While hope that the United States and China will return to negotiations is rekindling, it looks more and more likely that retailers will need to continue to adapt to the impact of the tariffs, at least in the short term. The longer the trade war persists and the higher the tariff increases go, the more likely it will be that consumers will feel the impact of the tariffs on their wallets.
This situation puts retailers in a very tough spot. While customers are used to small and expected price increases, some of the realized and estimated increases have been extreme. Outside reported on a possible 25% increase in pricing on bicycles and associated gear due to tariffs levied earlier in 2019. During a public hearing at the time of these announced tariffs, Rich Harper, manager of international trade for the Outdoor Industry Association, noted that the impact of the tariffs, "could very well put some small, medium-sized companies out of business." This is obviously a devastating worse-case scenario outcome, but it reinforces the serious potential impact of tariffs on retailers.
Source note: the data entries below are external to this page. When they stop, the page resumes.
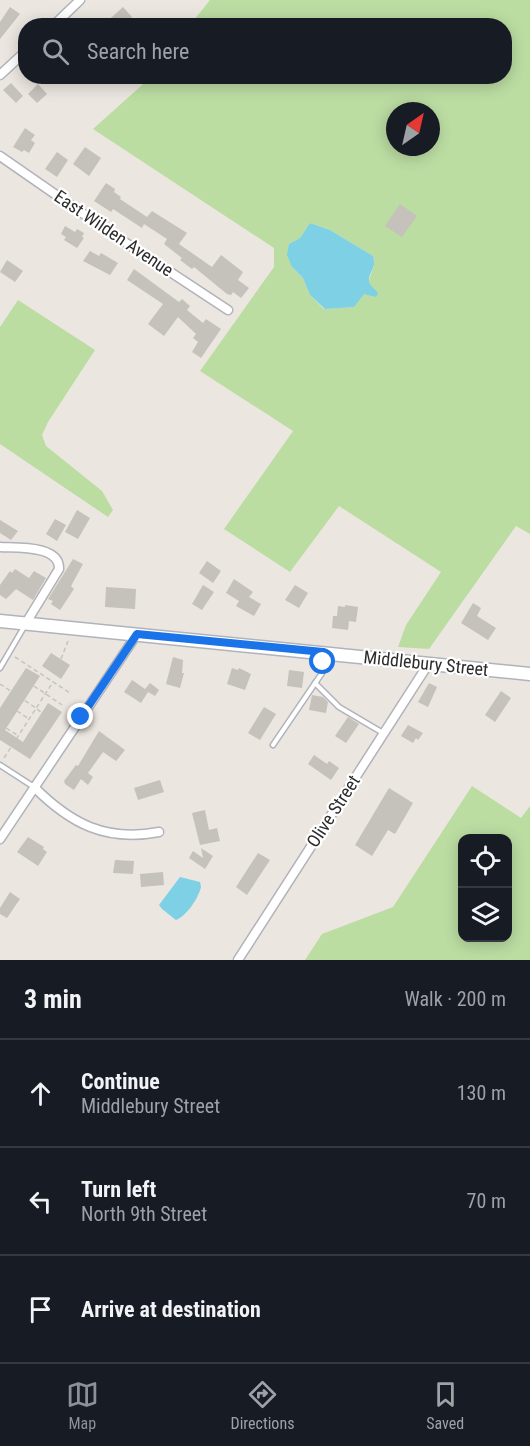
<!DOCTYPE html>
<html lang="en">
<head>
<meta charset="utf-8">
<style>
	:root { --surface:#171b24; --page:#242831; --text:#f1f3f6; --muted:#9ea1a6; --line:#363941; --accent:#8c9099 }
	body { margin:0; font-family:"Roboto Condensed",sans-serif; background:var(--page); color:var(--text) }
	.controls { position:absolute; right:18px; bottom:18px; display:grid; overflow:hidden; border-radius:12px; box-shadow:0 3px 15px #0003 }
	.controls button { width:54px; height:54px; display:grid; place-items:center; padding:0; border:0; border-bottom:2px solid var(--line); background:var(--surface); color:var(--text); font:30px sans-serif }
	.compass { position:absolute; left:386px; top:102px; width:54px; height:54px; border-radius:50%; background:var(--surface); box-shadow:0 3px 15px #0003; rotate:34deg }
	.stop { position:absolute; width:18px; height:18px; margin:-14px; border:4px solid #1a73e8; border-radius:50%; background:#fff }
	.stop.end { background:#1a73e8; border-color:#fff; box-shadow:0 2px 6px #0008 }
	.list { margin:0; padding:0; list-style:none }
	h2 { display:flex; justify-content:space-between; align-items:center; height:78px; margin:0; padding:0 24px; font-size:26px }
	h2 small { font-size:20px; font-weight:400; color:var(--muted) }
	.list li { display:grid; grid-template-columns:39px 1fr auto; gap:18px; align-items:center; box-sizing:border-box; height:108px; padding:0 24px; border-top:2px solid var(--line) }
	.list b { display:block; font-size:22px; white-space:nowrap }
	.list p { margin:0; font-size:20px; white-space:nowrap; color:var(--muted) }
	.list em { font-size:20px; font-style:normal; color:var(--muted) }
	.icon { flex:none; width:33px; height:33px; fill:none; stroke:currentColor; stroke-width:2; stroke-linecap:round; stroke-linejoin:round }
	.map { position:relative; flex:none; width:530px; height:960px; overflow:hidden }
	.search { position:absolute; background:var(--surface); box-shadow:0 3px 15px #0003; left:18px; right:18px; top:18px; height:66px; display:flex; align-items:center; gap:15px; box-sizing:border-box; padding:0 21px; border-radius:24px; color:var(--muted); font-size:22px }
	.sheet { height:402px; background:var(--surface) }
	nav { display:flex; justify-content:space-around; align-items:center; box-sizing:border-box; height:84px; border-top:2px solid var(--line); background:var(--surface); font-size:16px; color:var(--muted) }
	nav a { display:grid; justify-items:center; gap:3px }
	nav .on { color:var(--accent) }
	.map>svg:first-child { display:block }
</style>
</head>
<body>
<div class="map">
<svg width="530" height="960" viewBox="0 0 530 960">
	<rect width="100%" height="100%" fill="#ece6e0"/>
	<g fill="#bbdda2" fill-rule="evenodd">
		<path d="M210,0H530V534L516,526L429,649L398,647L406,625L441,572L339,506L290,572L224,529L293,431L200,371L274,267V248L93,129L151,77L504,76V26L190,25ZM395,111H431V147H395ZM310,223L330,230L373,256C377,269 369,272 369,284L354,307L324,309L310,295L303,278L292,267L289,244L300,238Z"/>
		<path d="M18,300L95,350L48,422L42,435L46,446L102,491L113,510L108,517L0,444V327Z"/>
		<path d="M472,786L521,818L530,806V960H305L322,934L393,907ZM462,838H508V938H462Z"/>
	</g>
	<g fill="#7ed0e4">
		<path d="M310,223L330,230L373,256C377,269 369,270 369,281C369,285 375,289 378,293L376,297L364,294L354,307L325,309L310,295L303,278L292,267L287,255L289,244L300,238Z"/>
		<path d="M180,877L200,882L201,887C198,899 187,915 176,920L162,909L159,905Z"/>
	</g>
	<g fill="#c5c1bb">
		<path d="M10,7L20,14L0,39V22Z"/>
		<path d="M123,7L132,17L122,26H102Z"/>
		<path d="M11,83L23,96L16,103L3,90Z"/>
		<path d="M38,84L47,94L37,103L28,94Z"/>
		<path d="M25,128L35,135L31,140L35,143L29,153L24,150L22,152L13,147Z"/>
		<path d="M85,147L101,158L89,176L73,164Z"/>
		<path d="M57,152L68,160L57,177L45,169Z"/>
		<path d="M106,183L115,189L114,192L121,197L120,199L147,217L152,211L187,233L179,244L212,267L221,255L243,272L238,280L249,288L241,298L233,292L231,295L227,294L194,267L192,269L180,260L182,258L164,244L167,239L144,224L142,228L113,209L111,212L94,201Z"/>
		<path d="M400,204L417,216L402,237L385,226Z"/>
		<path d="M65,226L75,232L77,229L84,233L82,237L84,238L77,248L64,240L66,237L61,234Z"/>
		<path d="M90,251L99,256L101,253L118,263L110,275L83,261Z"/>
		<path d="M7,260L23,271L15,282L0,272Z"/>
		<path d="M134,269L179,302L182,299L190,306L187,310L203,323L206,319L221,329L201,358L192,352L198,342L193,338L196,334L178,317L164,336L148,324L163,304L127,280Z"/>
		<path d="M77,510L90,518L78,539L65,532Z"/>
		<path d="M55,519L66,525L57,541L46,534Z"/>
		<path d="M0,520L18,531L11,540L0,533Z"/>
		<path d="M73,559L83,564L71,586L74,589L60,610L51,604L53,601L48,599Z"/>
		<path d="M207,561L221,571L213,583L199,573Z"/>
		<path d="M15,569L29,578L34,571L46,578L33,600L16,589L6,599L0,595V585L10,571L12,573Z"/>
		<path d="M234,579L253,592L249,597L261,604L254,616L236,606L239,601L226,593Z"/>
		<path d="M203,585L214,592L202,610L192,604Z"/>
		<path d="M295,585L308,593L299,608L285,600Z"/>
		<path d="M106,587L136,589L135,609L105,607Z"/>
		<path d="M473,603L481,608L477,616L496,628L488,640L461,623Z"/>
		<path d="M345,605L358,607L356,622L349,621L348,630L332,628L333,616H337L338,606L345,607Z"/>
		<path d="M51,653L70,665L61,679L42,666Z"/>
		<path d="M173,657L183,660L182,673H184L180,688L166,684Z"/>
		<path d="M26,668L40,676L5,730L23,742L48,703L62,712L30,759L0,740V708Z"/>
		<path d="M232,668L238,670L239,668L251,674L245,690L227,684Z"/>
		<path d="M289,670L304,672L302,688L287,686Z"/>
		<path d="M132,680L145,689L150,683L159,690L155,696L148,692L141,703L124,692Z"/>
		<path d="M429,683L437,687L428,707L418,702Z"/>
		<path d="M501,691L511,698L495,722L485,715Z"/>
		<path d="M312,695L323,697L328,702L326,713L309,710Z"/>
		<path d="M264,707L276,714L260,740L248,733Z"/>
		<path d="M348,717L359,724L346,743L335,736Z"/>
		<path d="M408,725L423,733L418,740L416,738L413,743L401,736Z"/>
		<path d="M99,731L125,750L116,761L103,752L88,773L93,777L88,785L81,779L74,790L65,784L64,781L76,765L78,766Z"/>
		<path d="M314,755L327,764L329,761L339,768L331,780L308,764Z"/>
		<path d="M160,780L164,792L138,800L134,788Z"/>
		<path d="M389,788L413,803L395,834L388,830L372,856L355,845Z"/>
		<path d="M205,810L209,830L217,828L220,841L200,845L192,813Z"/>
		<path d="M28,837L44,847L43,849L47,852L38,866L17,852Z"/>
		<path d="M201,848L213,856L205,869L189,858L193,851L203,858Z"/>
		<path d="M258,853L270,860L247,895L236,887Z"/>
		<path d="M115,860L134,861L133,874L113,873Z"/>
		<path d="M163,872L164,885L141,887L140,874Z"/>
		<path d="M10,892L20,899L7,918L0,914V908Z"/>
	</g>
	<g fill="none" stroke-linecap="round" stroke-linejoin="round">
		<defs>
			<g id="lane">
				<path d="M0,668L24,627"/>
				<path d="M315,683L339,707L383,733"/>
				<path d="M273,745L322,673L323,656"/>
				<path d="M0,765L34,787"/>
			</g>
			<g id="street">
				<path d="M53,26L80,0"/>
				<path d="M0,75L26,51"/>
				<path d="M0,156L111,233L228,310"/>
				<path d="M0,547C17,548 60,545 59,569L26,623"/>
				<path d="M34,787C71,824 106,842 159,832"/>
				<path d="M0,839L137,634"/>
				<path d="M238,960L429,663"/>
			</g>
			<path id="secondary" d="M0,621L530,674"/>
		</defs>
		<use href="#lane" stroke="#b0b3bb" stroke-width="7"/>
		<use href="#street" stroke="#b0b3bb" stroke-width="11"/>
		<use href="#secondary" stroke="#b0b3bb" stroke-width="15"/>
		<g stroke="#c4c4c4" stroke-width="1.5" stroke-dasharray="4.5 3" stroke-linecap="butt">
			<path d="M15,657L70,693"/>
			<path d="M61,659L68,641"/>
			<path d="M0,684L36,708"/>
			<path d="M34,686L62,705"/>
			<path d="M37,709L42,713"/>
			<path d="M17,711L29,719"/>
			<path d="M0,724L17,735"/>
			<path d="M4,758L53,682"/>
		</g>
		<use href="#lane" stroke="#fff" stroke-width="4"/>
		<use href="#street" stroke="#fff" stroke-width="8"/>
		<use href="#secondary" stroke="#fff" stroke-width="12"/>
	</g>
	<g fill="none" stroke-linecap="round" stroke-linejoin="round">
		<path stroke="#1a73e8" stroke-width="8" d="M81,717L137,634L323,652V662"/>
	</g>
	<g text-anchor="middle" dominant-baseline="central" stroke-width="4.5" stroke-linejoin="round" paint-order="stroke">
		<g font-size="18" fill="#2c2c2c" stroke="#fff">
			<text transform="translate(114 233) rotate(34)">East Wilden Avenue</text>
			<text transform="translate(426 663) rotate(6)">Middlebury Street</text>
			<text transform="translate(333 811) rotate(-57)">Olive Street</text>
		</g>
	</g>
</svg>
<div class="controls">
<button><svg class="icon" aria-label="locate" viewBox="0 0 24 24"><circle cx="12" cy="12" r="6"/><path d="M12 2v4M12 18v4M2 12h4M18 12h4"/></svg></button>
<button><svg class="icon" aria-label="layers" viewBox="0 0 24 24"><path d="M12 4l9 5-9 5-9-5zM3 14l9 5 9-5"/></svg></button>
</div>
<svg class="compass" viewBox="-18 -18 36 36"><path d="M0-13l5 13h-10z" fill="#e53935"/><path d="M0 13l5-13h-10z" fill="#9ea1a6"/></svg>
<div class="stop" style="left:323px;top:662px"></div>
<div class="stop end" style="left:81px;top:717px"></div>
<div class="search"><svg class="icon" aria-label="search" viewBox="0 0 24 24"><circle cx="10" cy="10" r="6"/><path d="M15 15l6 6"/></svg>Search here</div>
</div>
<section class="sheet">
<h2>3 min<small>Walk · 200 m</small></h2>
<ul class="list">
<li><svg class="icon" aria-label="ahead" viewBox="0 0 24 24"><path d="M12 20V5M6 11l6-6 6 6"/></svg><div><b>Continue</b><p>Middlebury Street</p></div><em>130 m</em></li>
<li><svg class="icon" aria-label="left" viewBox="0 0 24 24"><path d="M17 20v-9H6M10 6l-5 5 5 5"/></svg><div><b>Turn left</b><p>North 9th Street</p></div><em>70 m</em></li>
<li><svg class="icon" aria-label="arrive" viewBox="0 0 24 24"><path d="M6 21V4h12l-3 4 3 4H6"/></svg><div><b>Arrive at destination</b></div></li>
</ul>
</section>
<nav>
<a class="on"><svg class="icon" aria-label="map" viewBox="0 0 24 24"><path d="M3 6l6-2 6 2 6-2v14l-6 2-6-2-6 2zM9 4v14M15 6v14"/></svg>Map</a>
<a><svg class="icon" aria-label="directions" viewBox="0 0 24 24"><path d="M12 3l9 9-9 9-9-9zM9 14v-3h6M13 9l2 2-2 2"/></svg>Directions</a>
<a><svg class="icon" aria-label="saved" viewBox="0 0 24 24"><path d="M7 4h10v16l-5-4-5 4z"/></svg>Saved</a>
</nav>
</body>
</html>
More recently, retailer Williams-Sonoma released its second quarter net revenue report on August 28. The company reported a 7.5% increase in net revenue over the same period in 2018. What makes this announcement particularly noteworthy is that it was accomplished while Williams-Sonoma was directly impacted by the ongoing trade war. During the company's coinciding Q2 2019 earnings call, Laura Abner, president and CEO of Williams-Sonoma, noted that the company's ongoing "aggressive tariff mitigation plan" had allowed it to minimize the impacts on the company's bottom line. This mitigation plan includes cost-saving initiatives in a number of areas, but also "selective price increases" according to Julie Whalen, EVP and CFO at Williams-Sonoma.
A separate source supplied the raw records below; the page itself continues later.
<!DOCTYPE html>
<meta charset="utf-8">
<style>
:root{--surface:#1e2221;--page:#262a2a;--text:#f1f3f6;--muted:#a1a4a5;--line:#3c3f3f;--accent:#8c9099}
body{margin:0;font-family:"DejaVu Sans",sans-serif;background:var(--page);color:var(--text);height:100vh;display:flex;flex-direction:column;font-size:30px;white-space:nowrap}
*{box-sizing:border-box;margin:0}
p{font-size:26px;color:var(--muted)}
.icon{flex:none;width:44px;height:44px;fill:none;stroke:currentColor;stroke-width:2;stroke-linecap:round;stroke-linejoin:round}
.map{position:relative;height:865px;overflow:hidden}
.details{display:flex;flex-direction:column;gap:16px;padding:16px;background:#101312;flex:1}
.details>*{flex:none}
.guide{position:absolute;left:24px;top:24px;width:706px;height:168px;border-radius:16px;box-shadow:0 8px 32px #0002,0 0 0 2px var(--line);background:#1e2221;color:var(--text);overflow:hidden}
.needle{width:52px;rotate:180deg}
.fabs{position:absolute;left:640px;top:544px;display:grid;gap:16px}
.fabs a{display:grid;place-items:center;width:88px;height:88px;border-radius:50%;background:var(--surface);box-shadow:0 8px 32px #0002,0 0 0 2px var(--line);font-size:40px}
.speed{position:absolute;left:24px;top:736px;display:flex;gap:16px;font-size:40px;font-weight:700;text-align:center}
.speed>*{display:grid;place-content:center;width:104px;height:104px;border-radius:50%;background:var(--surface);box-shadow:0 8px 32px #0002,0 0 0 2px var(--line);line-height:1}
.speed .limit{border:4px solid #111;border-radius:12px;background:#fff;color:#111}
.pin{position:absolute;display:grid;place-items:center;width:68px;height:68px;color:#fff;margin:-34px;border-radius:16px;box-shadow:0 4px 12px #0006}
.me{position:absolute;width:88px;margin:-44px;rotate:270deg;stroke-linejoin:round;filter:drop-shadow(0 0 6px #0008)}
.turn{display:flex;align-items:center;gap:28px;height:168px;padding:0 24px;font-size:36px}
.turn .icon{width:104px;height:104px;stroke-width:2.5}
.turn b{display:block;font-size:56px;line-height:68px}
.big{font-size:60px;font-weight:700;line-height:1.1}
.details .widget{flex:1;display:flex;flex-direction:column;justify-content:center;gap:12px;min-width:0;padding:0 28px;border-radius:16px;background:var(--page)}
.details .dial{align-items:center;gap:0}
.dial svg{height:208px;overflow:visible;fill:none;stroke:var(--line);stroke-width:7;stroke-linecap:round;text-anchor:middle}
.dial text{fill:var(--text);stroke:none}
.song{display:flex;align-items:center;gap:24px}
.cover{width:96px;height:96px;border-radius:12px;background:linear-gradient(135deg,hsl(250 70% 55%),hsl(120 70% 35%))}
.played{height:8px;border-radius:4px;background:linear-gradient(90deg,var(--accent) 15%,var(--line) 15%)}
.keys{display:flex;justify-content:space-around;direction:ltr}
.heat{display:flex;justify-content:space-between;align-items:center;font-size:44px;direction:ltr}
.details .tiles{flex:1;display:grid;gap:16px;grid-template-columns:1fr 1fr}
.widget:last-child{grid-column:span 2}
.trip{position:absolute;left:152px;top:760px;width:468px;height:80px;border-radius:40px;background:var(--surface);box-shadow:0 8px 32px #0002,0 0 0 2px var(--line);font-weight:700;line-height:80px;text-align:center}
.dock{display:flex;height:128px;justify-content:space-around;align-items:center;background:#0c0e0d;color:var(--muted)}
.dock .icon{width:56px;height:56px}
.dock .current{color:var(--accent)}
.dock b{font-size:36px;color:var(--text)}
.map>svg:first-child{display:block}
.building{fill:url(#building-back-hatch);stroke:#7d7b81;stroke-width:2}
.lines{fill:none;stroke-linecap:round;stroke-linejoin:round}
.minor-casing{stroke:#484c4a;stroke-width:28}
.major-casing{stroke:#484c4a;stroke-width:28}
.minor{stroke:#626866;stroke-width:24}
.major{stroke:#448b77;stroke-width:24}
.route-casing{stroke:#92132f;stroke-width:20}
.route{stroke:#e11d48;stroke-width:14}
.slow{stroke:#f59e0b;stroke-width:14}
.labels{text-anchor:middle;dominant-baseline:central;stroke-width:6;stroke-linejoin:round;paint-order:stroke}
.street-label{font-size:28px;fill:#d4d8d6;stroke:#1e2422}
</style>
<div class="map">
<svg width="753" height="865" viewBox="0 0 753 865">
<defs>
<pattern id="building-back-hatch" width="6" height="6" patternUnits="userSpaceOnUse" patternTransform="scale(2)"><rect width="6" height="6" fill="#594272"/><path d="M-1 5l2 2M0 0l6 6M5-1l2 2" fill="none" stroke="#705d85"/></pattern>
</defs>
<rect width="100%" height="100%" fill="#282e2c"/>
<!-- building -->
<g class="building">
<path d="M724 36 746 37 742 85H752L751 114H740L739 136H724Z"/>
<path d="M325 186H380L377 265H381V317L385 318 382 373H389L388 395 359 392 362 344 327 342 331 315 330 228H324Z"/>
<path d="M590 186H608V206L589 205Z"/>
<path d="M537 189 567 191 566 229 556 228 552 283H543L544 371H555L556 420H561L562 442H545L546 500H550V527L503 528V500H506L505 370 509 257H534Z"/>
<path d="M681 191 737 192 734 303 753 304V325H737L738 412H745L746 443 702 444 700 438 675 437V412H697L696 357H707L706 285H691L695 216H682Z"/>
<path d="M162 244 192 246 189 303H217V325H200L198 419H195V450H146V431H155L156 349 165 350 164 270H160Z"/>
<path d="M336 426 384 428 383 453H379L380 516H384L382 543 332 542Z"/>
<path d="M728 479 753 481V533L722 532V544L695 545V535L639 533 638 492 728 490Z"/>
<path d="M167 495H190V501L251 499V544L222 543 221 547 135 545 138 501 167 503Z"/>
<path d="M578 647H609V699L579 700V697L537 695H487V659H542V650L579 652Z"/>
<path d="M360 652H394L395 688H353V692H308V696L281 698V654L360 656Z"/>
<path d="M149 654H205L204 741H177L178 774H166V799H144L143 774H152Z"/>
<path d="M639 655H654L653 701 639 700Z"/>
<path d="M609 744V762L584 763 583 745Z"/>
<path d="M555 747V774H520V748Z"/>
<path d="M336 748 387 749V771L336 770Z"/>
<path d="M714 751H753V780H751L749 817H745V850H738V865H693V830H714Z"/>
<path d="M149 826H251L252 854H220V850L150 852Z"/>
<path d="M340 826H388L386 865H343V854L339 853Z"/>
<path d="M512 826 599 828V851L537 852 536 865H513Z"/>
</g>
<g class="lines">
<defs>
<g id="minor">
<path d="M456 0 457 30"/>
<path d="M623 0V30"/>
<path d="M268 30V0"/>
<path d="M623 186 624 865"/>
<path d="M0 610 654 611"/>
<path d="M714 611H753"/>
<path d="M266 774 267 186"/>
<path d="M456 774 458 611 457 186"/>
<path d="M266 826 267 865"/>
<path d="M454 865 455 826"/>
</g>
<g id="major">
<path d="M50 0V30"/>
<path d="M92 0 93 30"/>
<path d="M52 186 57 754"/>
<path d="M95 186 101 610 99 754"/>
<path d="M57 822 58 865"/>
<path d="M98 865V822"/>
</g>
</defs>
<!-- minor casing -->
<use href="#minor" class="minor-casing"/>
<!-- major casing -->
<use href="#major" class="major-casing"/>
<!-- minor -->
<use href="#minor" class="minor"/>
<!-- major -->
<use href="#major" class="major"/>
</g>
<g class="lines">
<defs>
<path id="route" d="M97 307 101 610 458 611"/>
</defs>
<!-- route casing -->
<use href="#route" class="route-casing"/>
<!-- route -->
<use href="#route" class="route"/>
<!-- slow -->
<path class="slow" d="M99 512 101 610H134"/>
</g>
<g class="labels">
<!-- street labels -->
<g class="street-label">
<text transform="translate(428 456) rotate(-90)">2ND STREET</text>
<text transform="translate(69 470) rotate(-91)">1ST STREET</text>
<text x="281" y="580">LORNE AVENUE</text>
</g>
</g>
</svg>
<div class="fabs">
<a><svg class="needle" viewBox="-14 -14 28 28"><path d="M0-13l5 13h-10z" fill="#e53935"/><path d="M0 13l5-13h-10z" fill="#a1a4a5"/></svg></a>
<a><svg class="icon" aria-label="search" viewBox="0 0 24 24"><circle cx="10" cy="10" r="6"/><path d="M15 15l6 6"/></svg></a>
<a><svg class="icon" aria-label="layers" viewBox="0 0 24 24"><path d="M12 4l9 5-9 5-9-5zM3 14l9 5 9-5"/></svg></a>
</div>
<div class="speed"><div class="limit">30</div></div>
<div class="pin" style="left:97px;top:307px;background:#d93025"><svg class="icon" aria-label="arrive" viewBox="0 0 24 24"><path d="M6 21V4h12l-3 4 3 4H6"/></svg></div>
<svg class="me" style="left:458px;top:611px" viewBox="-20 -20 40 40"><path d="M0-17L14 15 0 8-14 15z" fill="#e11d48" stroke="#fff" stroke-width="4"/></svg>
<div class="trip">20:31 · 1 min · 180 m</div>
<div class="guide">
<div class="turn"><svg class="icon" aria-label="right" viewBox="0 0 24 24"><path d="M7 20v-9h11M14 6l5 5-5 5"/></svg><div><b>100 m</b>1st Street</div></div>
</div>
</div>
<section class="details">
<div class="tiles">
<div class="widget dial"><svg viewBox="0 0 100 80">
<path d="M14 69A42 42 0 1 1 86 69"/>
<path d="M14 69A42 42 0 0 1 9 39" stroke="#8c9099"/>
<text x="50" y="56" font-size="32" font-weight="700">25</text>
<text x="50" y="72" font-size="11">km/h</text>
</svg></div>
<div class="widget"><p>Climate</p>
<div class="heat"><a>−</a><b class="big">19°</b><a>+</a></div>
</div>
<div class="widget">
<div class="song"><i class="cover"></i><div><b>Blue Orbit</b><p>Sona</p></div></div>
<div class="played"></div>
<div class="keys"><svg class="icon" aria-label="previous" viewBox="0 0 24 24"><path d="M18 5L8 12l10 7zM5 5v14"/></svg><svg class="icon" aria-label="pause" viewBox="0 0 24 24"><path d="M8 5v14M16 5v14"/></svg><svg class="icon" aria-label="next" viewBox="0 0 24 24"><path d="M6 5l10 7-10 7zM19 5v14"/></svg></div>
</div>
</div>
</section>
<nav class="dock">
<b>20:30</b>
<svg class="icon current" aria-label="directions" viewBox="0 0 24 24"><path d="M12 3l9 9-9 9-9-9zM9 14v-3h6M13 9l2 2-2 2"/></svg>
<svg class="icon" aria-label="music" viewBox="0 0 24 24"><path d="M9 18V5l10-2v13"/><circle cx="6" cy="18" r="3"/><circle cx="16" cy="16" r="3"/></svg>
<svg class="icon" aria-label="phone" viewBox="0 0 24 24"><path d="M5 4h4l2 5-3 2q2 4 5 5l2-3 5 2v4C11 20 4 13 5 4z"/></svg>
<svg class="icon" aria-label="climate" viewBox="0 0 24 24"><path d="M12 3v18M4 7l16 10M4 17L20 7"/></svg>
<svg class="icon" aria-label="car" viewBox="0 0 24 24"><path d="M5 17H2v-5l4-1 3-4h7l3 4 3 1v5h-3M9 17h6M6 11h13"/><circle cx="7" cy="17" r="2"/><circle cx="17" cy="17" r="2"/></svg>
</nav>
The Williams-Sonoma disclosure does a great job of highlighting that even if retailers have a solid plan in place and take steps to minimize the impact of tariffs on customers, a trickle-down impact to them (in the form of price increases) is likely unavoidable. The widely-reported on estimate from JP Morgan analysts predicts that the most recent round of tariffs is likely to increase the average household impact from $600 to $1000. Consumer retail spending was up again in July after gains in June, which is a good sign for retailers as they head into the holiday stretch of the calendar. But time will tell if the latest rounds of tariffs will stymie this summer's positive trend and/or impact holiday sales.
Customers understand that these tariffs are out of retailers' control, but this understanding shouldn't be confused for or used as an excuse for retailers to justify across-the-board price increases. That's a sure-fire way to turn customer sentiment negative very quickly. Instead, retailers should develop plans and business-wide initiatives that prioritize cost-savings initiatives and minimize price increases. It's likely that these actions will resonate with consumers and create the feeling that the company understands their plight and is doing everything in its power to support them. As demonstrated by Williams-Sonoma, this approach can deliver positive results.